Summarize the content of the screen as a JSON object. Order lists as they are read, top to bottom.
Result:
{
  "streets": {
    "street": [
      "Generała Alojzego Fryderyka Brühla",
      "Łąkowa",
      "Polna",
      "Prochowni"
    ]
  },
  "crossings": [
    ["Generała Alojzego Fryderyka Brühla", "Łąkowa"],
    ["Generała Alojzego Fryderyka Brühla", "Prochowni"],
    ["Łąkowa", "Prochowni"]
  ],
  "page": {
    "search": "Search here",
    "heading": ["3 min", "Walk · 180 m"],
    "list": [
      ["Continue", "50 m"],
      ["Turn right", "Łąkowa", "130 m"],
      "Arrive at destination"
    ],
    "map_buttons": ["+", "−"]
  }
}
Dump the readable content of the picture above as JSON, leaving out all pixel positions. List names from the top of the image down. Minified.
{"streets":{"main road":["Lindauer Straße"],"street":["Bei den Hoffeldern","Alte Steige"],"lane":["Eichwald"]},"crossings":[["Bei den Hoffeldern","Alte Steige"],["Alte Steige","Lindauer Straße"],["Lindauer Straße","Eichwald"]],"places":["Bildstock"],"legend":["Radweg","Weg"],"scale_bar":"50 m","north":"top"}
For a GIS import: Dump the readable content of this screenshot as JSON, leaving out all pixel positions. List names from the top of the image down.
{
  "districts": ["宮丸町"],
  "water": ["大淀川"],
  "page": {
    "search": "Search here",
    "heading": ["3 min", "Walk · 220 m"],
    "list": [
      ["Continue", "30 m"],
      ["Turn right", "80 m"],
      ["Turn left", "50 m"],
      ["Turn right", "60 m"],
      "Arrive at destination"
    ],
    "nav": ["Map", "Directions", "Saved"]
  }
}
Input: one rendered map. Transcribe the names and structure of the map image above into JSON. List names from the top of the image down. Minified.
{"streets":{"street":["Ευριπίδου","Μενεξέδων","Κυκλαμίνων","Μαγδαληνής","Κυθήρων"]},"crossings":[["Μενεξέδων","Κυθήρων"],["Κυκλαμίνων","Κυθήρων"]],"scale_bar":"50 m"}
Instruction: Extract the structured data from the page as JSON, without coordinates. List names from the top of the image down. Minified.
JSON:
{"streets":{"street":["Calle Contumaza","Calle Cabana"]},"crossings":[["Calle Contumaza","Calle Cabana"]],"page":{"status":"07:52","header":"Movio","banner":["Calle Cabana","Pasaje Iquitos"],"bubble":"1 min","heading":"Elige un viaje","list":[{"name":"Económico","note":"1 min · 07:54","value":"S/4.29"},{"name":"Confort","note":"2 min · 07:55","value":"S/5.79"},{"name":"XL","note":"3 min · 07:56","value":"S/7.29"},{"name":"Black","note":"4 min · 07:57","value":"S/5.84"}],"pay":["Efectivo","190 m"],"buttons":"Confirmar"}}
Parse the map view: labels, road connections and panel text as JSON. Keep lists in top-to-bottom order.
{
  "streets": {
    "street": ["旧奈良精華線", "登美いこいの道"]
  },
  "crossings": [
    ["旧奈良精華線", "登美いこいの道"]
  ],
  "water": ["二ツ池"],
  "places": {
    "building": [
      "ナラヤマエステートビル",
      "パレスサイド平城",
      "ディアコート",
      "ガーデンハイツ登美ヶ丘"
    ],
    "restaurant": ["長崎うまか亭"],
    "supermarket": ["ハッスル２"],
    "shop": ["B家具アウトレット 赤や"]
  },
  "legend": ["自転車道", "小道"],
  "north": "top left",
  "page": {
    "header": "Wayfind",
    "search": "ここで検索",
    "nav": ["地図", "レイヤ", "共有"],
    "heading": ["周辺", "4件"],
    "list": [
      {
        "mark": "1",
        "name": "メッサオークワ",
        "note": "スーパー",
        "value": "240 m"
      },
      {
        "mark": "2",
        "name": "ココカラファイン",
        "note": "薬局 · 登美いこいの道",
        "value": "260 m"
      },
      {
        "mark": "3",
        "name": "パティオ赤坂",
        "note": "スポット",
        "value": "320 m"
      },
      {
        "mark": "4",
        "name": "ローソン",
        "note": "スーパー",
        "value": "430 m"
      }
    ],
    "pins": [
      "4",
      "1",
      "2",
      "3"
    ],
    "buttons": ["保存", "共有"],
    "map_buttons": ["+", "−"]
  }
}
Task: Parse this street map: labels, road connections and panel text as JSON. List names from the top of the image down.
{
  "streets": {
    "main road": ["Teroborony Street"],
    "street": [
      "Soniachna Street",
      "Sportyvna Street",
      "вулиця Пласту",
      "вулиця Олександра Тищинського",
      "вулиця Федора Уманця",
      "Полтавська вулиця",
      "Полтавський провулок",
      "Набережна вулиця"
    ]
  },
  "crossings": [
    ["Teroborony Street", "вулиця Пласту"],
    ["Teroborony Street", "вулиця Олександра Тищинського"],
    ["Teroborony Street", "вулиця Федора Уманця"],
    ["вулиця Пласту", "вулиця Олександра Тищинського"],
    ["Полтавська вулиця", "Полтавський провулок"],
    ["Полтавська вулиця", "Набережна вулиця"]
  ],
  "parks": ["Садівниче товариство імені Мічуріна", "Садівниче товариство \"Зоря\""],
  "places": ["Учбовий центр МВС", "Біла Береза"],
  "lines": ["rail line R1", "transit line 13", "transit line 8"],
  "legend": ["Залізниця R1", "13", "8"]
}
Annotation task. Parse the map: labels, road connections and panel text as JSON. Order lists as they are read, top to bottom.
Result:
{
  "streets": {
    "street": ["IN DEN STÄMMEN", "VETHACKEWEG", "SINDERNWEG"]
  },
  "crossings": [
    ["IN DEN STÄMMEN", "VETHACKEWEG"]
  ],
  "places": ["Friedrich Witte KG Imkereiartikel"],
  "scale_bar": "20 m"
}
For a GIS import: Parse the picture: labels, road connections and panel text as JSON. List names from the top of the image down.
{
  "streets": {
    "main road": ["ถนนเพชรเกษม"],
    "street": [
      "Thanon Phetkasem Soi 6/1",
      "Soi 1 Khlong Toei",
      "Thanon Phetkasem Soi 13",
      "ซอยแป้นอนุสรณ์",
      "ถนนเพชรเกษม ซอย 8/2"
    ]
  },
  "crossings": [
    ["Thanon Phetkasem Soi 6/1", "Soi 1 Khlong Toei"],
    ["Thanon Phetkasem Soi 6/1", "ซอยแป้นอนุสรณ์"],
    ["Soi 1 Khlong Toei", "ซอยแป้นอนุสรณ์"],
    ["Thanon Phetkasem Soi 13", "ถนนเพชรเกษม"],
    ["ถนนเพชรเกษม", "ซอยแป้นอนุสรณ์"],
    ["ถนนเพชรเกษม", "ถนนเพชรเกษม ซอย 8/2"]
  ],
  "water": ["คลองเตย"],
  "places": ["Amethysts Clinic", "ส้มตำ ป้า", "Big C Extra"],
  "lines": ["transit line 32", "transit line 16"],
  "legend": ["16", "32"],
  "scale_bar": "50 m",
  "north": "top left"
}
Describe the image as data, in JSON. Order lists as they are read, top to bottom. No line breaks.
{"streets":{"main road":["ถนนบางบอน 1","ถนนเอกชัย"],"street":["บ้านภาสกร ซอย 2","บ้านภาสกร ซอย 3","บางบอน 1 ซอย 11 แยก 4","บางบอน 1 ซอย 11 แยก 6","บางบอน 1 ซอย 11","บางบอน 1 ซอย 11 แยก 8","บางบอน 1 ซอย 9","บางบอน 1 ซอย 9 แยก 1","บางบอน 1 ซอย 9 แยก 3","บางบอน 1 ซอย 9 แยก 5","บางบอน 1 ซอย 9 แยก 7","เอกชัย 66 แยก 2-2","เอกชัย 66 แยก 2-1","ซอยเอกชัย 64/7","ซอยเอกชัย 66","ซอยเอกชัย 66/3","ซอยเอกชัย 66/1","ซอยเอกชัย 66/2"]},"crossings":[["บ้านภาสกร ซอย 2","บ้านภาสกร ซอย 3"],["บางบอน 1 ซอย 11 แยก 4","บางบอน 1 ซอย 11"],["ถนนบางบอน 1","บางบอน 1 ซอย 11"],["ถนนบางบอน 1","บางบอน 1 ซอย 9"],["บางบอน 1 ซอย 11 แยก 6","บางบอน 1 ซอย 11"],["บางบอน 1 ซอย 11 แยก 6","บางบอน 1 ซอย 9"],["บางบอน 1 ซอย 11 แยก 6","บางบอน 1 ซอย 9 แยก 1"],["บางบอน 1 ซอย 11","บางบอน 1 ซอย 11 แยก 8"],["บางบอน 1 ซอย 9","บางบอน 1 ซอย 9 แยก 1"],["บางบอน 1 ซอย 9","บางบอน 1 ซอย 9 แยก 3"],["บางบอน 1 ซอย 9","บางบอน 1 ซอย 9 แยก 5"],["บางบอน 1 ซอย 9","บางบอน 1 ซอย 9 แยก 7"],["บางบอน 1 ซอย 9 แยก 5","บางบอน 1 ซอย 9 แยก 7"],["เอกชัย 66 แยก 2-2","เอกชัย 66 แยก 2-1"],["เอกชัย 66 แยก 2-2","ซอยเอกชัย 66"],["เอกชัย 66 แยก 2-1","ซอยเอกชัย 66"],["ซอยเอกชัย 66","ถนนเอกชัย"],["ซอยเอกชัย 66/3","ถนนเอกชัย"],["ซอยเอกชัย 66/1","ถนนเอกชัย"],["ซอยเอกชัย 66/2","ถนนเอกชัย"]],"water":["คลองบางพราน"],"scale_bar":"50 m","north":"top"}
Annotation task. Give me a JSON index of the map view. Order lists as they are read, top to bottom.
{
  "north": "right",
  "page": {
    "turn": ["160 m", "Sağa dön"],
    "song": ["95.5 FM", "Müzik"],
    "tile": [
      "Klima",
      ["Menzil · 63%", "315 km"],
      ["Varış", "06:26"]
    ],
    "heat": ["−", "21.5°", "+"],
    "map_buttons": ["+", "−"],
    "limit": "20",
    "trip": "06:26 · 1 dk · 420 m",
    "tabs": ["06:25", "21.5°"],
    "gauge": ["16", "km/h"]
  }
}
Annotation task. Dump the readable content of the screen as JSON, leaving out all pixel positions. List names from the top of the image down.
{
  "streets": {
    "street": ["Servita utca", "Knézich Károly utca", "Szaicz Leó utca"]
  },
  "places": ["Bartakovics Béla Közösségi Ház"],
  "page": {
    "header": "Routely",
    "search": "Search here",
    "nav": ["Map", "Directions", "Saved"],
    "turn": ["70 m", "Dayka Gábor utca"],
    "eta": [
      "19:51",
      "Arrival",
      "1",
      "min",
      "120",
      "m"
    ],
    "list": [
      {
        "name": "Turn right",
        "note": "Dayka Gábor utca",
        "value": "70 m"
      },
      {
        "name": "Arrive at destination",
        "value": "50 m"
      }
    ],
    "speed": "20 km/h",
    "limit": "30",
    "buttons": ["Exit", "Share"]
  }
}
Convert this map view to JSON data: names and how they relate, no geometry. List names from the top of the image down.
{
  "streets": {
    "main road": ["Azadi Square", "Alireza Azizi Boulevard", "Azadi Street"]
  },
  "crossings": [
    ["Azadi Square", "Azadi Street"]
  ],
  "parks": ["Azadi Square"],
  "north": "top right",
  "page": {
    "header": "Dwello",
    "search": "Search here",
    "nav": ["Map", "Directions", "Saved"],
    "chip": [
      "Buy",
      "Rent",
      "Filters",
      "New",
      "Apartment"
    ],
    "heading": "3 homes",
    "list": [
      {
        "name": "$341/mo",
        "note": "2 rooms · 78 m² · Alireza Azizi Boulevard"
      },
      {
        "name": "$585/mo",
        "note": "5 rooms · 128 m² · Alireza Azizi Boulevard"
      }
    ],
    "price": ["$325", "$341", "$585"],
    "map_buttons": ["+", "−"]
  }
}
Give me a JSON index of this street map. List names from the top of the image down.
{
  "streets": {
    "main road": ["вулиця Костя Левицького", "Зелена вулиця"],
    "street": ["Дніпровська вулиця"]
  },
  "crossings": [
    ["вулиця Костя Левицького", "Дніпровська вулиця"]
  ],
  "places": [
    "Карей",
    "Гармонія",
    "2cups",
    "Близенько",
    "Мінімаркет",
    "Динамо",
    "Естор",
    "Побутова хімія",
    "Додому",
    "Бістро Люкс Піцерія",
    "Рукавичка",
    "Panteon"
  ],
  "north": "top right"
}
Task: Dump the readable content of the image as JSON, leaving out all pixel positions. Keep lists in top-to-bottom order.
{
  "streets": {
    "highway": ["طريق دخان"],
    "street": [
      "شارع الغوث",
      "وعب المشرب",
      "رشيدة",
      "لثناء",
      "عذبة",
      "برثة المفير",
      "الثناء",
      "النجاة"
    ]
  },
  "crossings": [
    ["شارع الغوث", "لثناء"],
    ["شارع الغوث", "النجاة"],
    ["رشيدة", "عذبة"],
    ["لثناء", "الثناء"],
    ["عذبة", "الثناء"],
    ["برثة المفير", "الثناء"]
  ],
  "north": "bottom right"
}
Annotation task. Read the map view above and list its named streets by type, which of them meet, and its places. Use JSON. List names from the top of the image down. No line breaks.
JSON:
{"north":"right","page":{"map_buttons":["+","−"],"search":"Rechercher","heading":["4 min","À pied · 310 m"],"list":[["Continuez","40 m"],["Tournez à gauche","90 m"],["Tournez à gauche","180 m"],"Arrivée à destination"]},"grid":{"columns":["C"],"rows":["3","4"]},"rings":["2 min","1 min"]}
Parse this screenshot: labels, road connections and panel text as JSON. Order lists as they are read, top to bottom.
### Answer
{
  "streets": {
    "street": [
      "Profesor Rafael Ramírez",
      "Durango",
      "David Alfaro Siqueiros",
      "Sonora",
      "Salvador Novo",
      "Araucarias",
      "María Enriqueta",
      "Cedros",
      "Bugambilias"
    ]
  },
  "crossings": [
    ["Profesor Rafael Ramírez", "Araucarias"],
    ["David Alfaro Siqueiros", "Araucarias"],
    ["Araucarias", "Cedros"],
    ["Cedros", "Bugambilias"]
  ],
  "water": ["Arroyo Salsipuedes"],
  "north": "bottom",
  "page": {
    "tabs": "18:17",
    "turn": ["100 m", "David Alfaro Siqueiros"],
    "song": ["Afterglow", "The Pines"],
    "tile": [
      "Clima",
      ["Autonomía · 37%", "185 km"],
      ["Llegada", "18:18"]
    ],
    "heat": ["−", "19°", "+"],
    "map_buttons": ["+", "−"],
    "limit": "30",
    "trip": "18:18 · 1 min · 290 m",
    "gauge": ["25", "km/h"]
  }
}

------------------------------------------------

__WHAT IS BEING ASKED__:
Return, with nothing added or dropped, the line containing "Task: Dump the" and every line after it to the end of the listing above.

__ANSWER__:
Task: Dump the readable content of the image as JSON, leaving out all pixel positions. Keep lists in top-to-bottom order.
{
  "streets": {
    "highway": ["طريق دخان"],
    "street": [
      "شارع الغوث",
      "وعب المشرب",
      "رشيدة",
      "لثناء",
      "عذبة",
      "برثة المفير",
      "الثناء",
      "النجاة"
    ]
  },
  "crossings": [
    ["شارع الغوث", "لثناء"],
    ["شارع الغوث", "النجاة"],
    ["رشيدة", "عذبة"],
    ["لثناء", "الثناء"],
    ["عذبة", "الثناء"],
    ["برثة المفير", "الثناء"]
  ],
  "north": "bottom right"
}
Annotation task. Read the map view above and list its named streets by type, which of them meet, and its places. Use JSON. List names from the top of the image down. No line breaks.
JSON:
{"north":"right","page":{"map_buttons":["+","−"],"search":"Rechercher","heading":["4 min","À pied · 310 m"],"list":[["Continuez","40 m"],["Tournez à gauche","90 m"],["Tournez à gauche","180 m"],"Arrivée à destination"]},"grid":{"columns":["C"],"rows":["3","4"]},"rings":["2 min","1 min"]}
Parse this screenshot: labels, road connections and panel text as JSON. Order lists as they are read, top to bottom.
### Answer
{
  "streets": {
    "street": [
      "Profesor Rafael Ramírez",
      "Durango",
      "David Alfaro Siqueiros",
      "Sonora",
      "Salvador Novo",
      "Araucarias",
      "María Enriqueta",
      "Cedros",
      "Bugambilias"
    ]
  },
  "crossings": [
    ["Profesor Rafael Ramírez", "Araucarias"],
    ["David Alfaro Siqueiros", "Araucarias"],
    ["Araucarias", "Cedros"],
    ["Cedros", "Bugambilias"]
  ],
  "water": ["Arroyo Salsipuedes"],
  "north": "bottom",
  "page": {
    "tabs": "18:17",
    "turn": ["100 m", "David Alfaro Siqueiros"],
    "song": ["Afterglow", "The Pines"],
    "tile": [
      "Clima",
      ["Autonomía · 37%", "185 km"],
      ["Llegada", "18:18"]
    ],
    "heat": ["−", "19°", "+"],
    "map_buttons": ["+", "−"],
    "limit": "30",
    "trip": "18:18 · 1 min · 290 m",
    "gauge": ["25", "km/h"]
  }
}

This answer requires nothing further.